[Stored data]
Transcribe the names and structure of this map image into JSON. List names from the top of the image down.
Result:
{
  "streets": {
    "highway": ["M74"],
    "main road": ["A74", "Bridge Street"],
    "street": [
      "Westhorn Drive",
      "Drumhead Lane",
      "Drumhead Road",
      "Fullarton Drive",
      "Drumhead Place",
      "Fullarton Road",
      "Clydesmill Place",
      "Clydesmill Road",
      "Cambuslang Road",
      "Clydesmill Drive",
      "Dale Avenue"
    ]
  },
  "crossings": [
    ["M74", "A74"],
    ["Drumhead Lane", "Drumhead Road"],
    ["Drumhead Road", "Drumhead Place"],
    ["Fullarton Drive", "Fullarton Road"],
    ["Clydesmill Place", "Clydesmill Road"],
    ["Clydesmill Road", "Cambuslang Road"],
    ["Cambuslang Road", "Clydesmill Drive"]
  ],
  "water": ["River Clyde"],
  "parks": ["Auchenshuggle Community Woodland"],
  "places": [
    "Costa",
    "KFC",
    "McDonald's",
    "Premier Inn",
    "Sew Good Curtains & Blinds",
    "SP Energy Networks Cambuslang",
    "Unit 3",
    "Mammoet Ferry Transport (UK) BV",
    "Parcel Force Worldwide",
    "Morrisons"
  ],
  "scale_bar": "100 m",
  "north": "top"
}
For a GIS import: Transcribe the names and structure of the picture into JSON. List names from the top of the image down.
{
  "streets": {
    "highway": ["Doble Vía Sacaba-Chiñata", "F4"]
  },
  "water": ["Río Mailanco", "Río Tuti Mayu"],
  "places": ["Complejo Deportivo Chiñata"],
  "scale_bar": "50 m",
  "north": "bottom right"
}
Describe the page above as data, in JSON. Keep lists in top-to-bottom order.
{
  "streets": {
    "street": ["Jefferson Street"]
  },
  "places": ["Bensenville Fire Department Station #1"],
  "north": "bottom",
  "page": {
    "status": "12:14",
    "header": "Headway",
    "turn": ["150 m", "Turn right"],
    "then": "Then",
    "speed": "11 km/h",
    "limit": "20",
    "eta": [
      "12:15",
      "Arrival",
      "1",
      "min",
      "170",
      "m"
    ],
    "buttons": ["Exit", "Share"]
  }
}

# Task goal
What needs duplicating is the run of lines from the one containing "For a GIS import: Transcribe" through the last line of the entries above, exact and complete.

# Written solution
For a GIS import: Transcribe the names and structure of the picture into JSON. List names from the top of the image down.
{
  "streets": {
    "highway": ["Doble Vía Sacaba-Chiñata", "F4"]
  },
  "water": ["Río Mailanco", "Río Tuti Mayu"],
  "places": ["Complejo Deportivo Chiñata"],
  "scale_bar": "50 m",
  "north": "bottom right"
}
Describe the page above as data, in JSON. Keep lists in top-to-bottom order.
{
  "streets": {
    "street": ["Jefferson Street"]
  },
  "places": ["Bensenville Fire Department Station #1"],
  "north": "bottom",
  "page": {
    "status": "12:14",
    "header": "Headway",
    "turn": ["150 m", "Turn right"],
    "then": "Then",
    "speed": "11 km/h",
    "limit": "20",
    "eta": [
      "12:15",
      "Arrival",
      "1",
      "min",
      "170",
      "m"
    ],
    "buttons": ["Exit", "Share"]
  }
}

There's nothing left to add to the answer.